Le parlement libanais vote l'abolition de la peine de mort
Le parlement libanais a voté en faveur de l'abolition de la peine de mort, faisant du Liban le premier pays du Moyen-Orient à mettre fin officiellement à cette pratique. Une majorité de députés sur les 128 sièges du parlement a soutenu cette mesure mardi, bien que le bloc parlementaire du Hezbollah s'y soit opposé. Le projet de loi doit maintenant être examiné par le cabinet avant d'être soumis à la signature du président Joseph Aoun. Le gouvernement a déjà exprimé son soutien à cette initiative.

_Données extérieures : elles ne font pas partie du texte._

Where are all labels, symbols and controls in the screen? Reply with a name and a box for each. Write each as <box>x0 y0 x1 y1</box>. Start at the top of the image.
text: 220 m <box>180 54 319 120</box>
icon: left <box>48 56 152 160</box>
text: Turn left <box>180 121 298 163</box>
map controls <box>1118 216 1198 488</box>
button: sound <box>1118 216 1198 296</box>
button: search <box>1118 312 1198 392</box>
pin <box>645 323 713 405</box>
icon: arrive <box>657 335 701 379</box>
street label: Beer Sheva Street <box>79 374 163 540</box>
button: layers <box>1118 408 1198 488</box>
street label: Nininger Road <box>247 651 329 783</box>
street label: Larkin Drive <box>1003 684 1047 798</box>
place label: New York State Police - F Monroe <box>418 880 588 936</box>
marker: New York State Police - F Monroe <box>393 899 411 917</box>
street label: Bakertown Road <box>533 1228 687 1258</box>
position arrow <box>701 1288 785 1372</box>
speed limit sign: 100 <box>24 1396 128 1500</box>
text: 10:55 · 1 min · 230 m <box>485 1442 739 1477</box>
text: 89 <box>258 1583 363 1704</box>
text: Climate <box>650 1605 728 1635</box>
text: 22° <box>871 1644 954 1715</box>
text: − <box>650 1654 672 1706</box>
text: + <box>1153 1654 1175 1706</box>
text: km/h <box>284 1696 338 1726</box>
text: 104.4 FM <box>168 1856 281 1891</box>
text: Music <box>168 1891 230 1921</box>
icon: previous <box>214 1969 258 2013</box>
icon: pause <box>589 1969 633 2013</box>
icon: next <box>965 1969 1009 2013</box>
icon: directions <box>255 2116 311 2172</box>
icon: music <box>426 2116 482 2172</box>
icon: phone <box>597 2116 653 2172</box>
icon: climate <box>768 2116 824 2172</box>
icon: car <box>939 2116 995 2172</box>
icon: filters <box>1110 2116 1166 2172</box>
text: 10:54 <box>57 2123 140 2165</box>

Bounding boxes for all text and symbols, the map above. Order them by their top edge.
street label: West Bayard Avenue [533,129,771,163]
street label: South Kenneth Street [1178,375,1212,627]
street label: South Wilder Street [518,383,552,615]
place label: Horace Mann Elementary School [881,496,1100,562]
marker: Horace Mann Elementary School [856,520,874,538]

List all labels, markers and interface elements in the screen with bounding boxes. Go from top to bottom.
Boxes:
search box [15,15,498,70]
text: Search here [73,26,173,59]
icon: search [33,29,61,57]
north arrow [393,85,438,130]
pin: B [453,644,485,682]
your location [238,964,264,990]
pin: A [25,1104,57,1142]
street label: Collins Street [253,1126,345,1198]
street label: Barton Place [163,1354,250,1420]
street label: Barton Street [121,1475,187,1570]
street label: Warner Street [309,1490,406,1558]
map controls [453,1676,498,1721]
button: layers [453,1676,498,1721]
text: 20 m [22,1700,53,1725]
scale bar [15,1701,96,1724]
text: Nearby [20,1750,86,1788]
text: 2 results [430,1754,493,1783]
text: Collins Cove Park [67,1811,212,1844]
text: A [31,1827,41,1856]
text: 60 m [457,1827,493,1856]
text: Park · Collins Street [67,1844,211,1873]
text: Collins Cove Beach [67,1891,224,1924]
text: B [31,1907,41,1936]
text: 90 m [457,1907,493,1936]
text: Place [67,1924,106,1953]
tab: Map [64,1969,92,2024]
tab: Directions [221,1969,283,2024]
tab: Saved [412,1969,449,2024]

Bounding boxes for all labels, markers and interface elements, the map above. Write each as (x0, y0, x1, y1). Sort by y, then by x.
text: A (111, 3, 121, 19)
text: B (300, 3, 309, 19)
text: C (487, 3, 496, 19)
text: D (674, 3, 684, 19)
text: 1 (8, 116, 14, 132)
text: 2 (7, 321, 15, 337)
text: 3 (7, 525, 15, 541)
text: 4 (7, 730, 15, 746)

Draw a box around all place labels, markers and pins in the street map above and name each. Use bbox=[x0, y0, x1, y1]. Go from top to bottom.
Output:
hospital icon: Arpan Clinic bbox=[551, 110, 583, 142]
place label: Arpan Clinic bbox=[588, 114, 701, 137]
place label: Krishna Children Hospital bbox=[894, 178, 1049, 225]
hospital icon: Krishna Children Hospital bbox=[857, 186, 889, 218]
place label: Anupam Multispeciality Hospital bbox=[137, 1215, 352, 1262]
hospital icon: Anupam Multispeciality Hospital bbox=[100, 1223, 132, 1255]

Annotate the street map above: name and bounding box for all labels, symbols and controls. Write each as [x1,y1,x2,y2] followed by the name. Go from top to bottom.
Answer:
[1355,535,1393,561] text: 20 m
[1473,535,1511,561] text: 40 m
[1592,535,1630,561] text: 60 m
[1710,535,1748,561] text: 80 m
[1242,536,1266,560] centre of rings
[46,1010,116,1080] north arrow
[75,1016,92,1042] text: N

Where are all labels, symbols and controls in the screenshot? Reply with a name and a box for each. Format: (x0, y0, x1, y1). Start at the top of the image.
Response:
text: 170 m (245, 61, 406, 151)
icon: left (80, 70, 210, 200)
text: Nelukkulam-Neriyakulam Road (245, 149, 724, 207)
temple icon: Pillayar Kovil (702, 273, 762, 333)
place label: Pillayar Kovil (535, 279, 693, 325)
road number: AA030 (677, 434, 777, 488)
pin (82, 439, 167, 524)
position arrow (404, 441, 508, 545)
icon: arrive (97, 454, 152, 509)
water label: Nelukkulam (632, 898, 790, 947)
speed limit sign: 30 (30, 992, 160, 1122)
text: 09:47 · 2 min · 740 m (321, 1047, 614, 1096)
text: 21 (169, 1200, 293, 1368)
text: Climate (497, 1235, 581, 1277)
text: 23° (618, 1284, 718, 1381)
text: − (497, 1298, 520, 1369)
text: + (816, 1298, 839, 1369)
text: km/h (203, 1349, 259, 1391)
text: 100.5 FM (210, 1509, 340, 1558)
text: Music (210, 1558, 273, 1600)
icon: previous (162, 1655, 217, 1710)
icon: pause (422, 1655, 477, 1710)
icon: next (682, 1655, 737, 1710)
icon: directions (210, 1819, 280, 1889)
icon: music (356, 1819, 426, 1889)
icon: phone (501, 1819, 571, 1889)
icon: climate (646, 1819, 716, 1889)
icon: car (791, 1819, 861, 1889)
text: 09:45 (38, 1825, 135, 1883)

Bien que le Liban n'ait pas procédé à une exécution depuis janvier 2004, les tribunaux ont continué à prononcer des condamnations à mort. Les groupes de défense des droits estiment que plus de 78 personnes se trouvent actuellement dans le couloir de la mort. Selon la nouvelle législation, la peine capitale sera remplacée par la réclusion à perpétuité avec travaux forcés. Cependant, le texte ne précise pas encore comment cette nouvelle peine sera appliquée. Les travaux forcés sont déjà prévus par la législation libanaise, mais rarement mis en œuvre ces dernières années. La crise financière du pays et la surpopulation carcérale ont limité les ressources et la capacité des autorités.
Cette législation récente est le résultat de plusieurs années de campagne menée par des groupes de la société civile et des avocats pour retirer la peine de mort du droit libanais. "On ne peut pas résoudre un crime par un crime ni mettre fin à la violence par la violence", a déclaré Oragit Younan à la BBC. En tant que cofondatrice de l'Association libanaise pour les droits civils, elle a mené une campagne de près de trois décennies pour l'abolition de la peine de mort au Liban. "Nous sommes en guerre, et des gens sont tués chaque jour, mais même dans cette situation, nous pouvons lutter pour les droits de l'homme et triompher. Nous pouvons être un modèle pour les autres", a-t-elle ajouté.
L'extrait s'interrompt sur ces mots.